---------- Provided material ----------
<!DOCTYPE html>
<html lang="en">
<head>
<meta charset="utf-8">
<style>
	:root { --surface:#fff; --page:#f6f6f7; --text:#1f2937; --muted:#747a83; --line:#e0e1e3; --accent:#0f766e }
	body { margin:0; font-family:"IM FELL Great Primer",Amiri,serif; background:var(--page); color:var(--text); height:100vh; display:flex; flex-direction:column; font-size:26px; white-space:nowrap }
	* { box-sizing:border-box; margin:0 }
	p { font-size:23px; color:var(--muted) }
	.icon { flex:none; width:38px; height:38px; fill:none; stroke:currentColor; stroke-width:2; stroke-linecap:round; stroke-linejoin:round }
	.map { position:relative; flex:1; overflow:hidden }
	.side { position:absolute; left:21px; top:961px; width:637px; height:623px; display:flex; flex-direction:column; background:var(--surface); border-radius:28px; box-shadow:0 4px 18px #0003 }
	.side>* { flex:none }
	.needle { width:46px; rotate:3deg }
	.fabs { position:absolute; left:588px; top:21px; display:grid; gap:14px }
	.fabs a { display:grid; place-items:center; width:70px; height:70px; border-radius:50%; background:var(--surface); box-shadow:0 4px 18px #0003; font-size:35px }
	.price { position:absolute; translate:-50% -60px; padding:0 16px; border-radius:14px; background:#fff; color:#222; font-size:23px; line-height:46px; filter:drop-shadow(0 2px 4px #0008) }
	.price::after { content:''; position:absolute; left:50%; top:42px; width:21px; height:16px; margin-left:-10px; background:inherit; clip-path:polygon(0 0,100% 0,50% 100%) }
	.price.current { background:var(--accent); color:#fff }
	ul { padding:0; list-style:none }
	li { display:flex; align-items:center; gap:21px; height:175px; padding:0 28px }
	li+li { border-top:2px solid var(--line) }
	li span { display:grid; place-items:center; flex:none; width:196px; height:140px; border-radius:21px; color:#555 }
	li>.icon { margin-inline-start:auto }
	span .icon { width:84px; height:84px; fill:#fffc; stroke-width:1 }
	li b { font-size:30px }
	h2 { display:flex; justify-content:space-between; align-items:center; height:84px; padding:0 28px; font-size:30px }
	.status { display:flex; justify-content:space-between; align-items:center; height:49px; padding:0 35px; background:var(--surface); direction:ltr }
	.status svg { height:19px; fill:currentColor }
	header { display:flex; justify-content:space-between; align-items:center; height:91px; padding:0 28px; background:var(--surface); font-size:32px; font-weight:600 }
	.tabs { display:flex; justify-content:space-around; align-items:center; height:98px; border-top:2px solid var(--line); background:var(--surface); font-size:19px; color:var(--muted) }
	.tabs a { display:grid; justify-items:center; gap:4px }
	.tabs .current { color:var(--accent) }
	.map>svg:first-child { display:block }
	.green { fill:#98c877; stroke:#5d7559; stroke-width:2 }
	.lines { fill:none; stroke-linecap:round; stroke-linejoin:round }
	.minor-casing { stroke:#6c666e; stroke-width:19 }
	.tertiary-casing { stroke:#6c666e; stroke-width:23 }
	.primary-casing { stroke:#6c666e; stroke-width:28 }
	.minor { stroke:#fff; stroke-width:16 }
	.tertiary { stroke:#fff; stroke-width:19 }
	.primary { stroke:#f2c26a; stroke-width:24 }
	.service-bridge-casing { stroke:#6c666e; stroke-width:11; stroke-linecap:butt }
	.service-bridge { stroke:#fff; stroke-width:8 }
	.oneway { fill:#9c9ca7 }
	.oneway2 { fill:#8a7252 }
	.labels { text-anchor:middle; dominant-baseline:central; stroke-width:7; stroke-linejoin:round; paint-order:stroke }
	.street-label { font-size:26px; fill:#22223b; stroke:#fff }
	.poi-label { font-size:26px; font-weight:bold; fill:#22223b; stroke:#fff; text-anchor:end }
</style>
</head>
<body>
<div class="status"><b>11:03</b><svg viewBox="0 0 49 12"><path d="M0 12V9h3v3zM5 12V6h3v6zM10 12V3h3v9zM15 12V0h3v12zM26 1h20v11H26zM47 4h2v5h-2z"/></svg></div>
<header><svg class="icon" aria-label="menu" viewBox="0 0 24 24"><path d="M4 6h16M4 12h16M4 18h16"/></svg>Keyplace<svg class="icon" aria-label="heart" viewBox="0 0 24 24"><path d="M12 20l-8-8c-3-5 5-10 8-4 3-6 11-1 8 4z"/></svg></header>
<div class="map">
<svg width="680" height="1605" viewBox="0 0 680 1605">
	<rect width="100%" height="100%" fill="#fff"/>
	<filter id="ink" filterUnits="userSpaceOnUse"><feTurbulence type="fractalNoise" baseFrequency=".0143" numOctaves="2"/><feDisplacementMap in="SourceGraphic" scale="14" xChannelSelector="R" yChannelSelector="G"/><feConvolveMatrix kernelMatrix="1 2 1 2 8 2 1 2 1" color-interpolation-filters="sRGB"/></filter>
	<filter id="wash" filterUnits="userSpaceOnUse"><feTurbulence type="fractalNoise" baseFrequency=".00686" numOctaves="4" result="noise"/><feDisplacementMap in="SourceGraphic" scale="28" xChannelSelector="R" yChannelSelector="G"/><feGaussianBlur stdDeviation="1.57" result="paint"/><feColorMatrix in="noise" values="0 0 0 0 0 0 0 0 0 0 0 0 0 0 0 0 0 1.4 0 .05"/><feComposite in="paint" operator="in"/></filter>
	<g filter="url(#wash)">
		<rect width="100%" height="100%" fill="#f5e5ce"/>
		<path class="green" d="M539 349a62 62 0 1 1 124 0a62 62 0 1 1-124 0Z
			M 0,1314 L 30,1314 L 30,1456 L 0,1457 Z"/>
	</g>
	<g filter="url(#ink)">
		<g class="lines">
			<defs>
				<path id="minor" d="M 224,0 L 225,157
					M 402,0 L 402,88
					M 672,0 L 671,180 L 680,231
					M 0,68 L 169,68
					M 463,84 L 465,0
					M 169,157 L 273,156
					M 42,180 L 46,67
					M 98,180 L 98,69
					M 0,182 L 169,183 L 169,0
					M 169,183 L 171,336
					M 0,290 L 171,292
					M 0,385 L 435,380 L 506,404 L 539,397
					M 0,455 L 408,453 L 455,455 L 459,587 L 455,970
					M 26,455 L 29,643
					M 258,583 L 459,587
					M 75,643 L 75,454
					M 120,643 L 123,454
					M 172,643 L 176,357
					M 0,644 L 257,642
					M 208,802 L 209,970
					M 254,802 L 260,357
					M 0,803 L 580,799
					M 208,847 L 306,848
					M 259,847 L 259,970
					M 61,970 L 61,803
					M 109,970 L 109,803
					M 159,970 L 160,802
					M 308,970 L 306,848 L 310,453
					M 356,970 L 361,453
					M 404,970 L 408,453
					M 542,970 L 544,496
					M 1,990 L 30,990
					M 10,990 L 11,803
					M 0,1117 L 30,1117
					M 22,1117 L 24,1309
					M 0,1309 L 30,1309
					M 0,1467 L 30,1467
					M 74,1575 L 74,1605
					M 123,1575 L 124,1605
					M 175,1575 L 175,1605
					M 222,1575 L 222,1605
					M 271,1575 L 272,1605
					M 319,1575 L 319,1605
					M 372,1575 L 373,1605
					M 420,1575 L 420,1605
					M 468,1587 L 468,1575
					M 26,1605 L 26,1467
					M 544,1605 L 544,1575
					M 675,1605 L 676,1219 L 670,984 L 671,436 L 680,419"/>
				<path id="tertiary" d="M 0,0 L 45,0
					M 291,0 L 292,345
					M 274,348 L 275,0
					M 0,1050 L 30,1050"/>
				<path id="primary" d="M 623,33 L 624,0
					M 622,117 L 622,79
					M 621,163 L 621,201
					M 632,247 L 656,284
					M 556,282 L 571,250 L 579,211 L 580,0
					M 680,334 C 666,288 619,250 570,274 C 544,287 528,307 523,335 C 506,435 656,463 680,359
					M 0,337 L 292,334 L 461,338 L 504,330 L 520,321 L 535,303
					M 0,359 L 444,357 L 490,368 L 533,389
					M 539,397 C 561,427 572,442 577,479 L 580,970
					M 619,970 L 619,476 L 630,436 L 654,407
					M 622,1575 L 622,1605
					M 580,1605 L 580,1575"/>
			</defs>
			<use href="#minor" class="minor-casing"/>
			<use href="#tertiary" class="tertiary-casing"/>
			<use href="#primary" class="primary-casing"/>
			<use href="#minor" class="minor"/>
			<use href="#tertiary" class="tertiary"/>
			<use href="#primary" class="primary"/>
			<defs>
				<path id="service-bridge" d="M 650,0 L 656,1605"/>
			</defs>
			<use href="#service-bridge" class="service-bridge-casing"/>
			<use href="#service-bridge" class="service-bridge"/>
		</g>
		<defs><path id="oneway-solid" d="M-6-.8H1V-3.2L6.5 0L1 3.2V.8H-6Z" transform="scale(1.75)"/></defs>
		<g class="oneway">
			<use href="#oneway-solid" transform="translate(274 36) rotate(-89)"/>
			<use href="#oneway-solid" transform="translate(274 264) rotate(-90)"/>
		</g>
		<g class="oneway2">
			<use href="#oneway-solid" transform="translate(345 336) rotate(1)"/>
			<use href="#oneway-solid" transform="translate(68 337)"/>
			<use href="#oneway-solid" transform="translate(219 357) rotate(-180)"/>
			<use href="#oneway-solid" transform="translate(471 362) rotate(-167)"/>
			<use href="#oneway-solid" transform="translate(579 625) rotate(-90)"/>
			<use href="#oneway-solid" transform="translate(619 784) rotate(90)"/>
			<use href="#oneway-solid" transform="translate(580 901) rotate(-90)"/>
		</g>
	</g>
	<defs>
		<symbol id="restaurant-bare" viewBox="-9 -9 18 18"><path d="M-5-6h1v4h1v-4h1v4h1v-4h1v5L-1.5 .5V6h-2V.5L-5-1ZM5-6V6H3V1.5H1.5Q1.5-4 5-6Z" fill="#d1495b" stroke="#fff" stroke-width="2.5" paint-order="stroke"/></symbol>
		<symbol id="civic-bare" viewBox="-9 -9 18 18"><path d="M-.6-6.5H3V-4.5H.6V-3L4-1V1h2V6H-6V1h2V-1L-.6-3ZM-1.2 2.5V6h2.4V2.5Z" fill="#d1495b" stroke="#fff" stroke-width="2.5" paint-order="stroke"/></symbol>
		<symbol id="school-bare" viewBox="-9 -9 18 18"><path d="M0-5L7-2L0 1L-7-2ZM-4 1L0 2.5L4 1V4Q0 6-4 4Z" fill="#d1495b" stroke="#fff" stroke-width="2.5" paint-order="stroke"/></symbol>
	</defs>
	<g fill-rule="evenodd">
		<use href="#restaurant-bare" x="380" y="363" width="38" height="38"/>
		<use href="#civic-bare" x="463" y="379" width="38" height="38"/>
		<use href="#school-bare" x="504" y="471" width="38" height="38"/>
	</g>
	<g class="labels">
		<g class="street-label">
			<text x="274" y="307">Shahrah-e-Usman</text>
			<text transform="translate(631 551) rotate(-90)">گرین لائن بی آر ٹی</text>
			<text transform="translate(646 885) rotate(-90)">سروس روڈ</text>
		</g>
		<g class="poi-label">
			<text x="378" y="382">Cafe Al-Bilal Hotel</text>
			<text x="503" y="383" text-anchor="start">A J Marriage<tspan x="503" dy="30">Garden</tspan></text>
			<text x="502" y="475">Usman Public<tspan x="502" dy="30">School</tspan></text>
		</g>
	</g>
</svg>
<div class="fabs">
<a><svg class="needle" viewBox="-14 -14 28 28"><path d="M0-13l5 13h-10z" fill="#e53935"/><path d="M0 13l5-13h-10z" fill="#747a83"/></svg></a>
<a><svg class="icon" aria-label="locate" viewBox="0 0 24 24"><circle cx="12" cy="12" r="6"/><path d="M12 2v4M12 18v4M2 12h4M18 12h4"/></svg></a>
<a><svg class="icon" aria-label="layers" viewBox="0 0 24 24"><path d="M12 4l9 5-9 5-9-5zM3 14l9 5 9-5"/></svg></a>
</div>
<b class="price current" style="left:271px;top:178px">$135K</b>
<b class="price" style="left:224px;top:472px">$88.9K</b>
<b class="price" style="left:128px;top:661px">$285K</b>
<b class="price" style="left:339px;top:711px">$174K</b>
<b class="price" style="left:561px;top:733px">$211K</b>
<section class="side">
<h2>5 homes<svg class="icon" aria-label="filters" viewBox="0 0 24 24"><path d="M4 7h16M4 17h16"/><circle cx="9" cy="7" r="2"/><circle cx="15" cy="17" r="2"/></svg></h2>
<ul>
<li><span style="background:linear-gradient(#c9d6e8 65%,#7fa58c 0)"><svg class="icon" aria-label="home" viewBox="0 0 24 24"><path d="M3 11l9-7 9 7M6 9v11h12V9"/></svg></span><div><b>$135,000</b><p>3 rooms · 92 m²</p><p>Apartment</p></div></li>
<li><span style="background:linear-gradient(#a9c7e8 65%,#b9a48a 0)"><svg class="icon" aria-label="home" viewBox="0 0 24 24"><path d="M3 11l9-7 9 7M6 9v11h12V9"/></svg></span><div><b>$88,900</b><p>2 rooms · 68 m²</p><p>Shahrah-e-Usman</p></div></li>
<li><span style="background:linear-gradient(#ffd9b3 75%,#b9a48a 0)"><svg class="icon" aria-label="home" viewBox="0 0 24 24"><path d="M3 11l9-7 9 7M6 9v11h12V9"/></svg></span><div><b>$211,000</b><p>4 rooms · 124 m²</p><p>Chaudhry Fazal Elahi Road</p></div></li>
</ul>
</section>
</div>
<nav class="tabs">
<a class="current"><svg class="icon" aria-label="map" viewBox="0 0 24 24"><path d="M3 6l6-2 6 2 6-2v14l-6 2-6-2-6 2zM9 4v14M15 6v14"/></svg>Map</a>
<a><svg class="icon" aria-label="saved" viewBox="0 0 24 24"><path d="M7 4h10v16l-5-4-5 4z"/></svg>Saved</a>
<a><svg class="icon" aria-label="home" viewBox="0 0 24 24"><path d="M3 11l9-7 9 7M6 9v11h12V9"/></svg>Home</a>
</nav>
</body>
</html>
----------
## [Work task]
Please give back exactly the lines of the listing above that run from the one containing "display:flex; align-items:center; gap:21px;" through the one containing "justify-content:space-between; align-items:center; height:91px;", and only those.

## [Written response]
	li { display:flex; align-items:center; gap:21px; height:175px; padding:0 28px }
	li+li { border-top:2px solid var(--line) }
	li span { display:grid; place-items:center; flex:none; width:196px; height:140px; border-radius:21px; color:#555 }
	li>.icon { margin-inline-start:auto }
	span .icon { width:84px; height:84px; fill:#fffc; stroke-width:1 }
	li b { font-size:30px }
	h2 { display:flex; justify-content:space-between; align-items:center; height:84px; padding:0 28px; font-size:30px }
	.status { display:flex; justify-content:space-between; align-items:center; height:49px; padding:0 35px; background:var(--surface); direction:ltr }
	.status svg { height:19px; fill:currentColor }
	header { display:flex; justify-content:space-between; align-items:center; height:91px; padding:0 28px; background:var(--surface); font-size:32px; font-weight:600 }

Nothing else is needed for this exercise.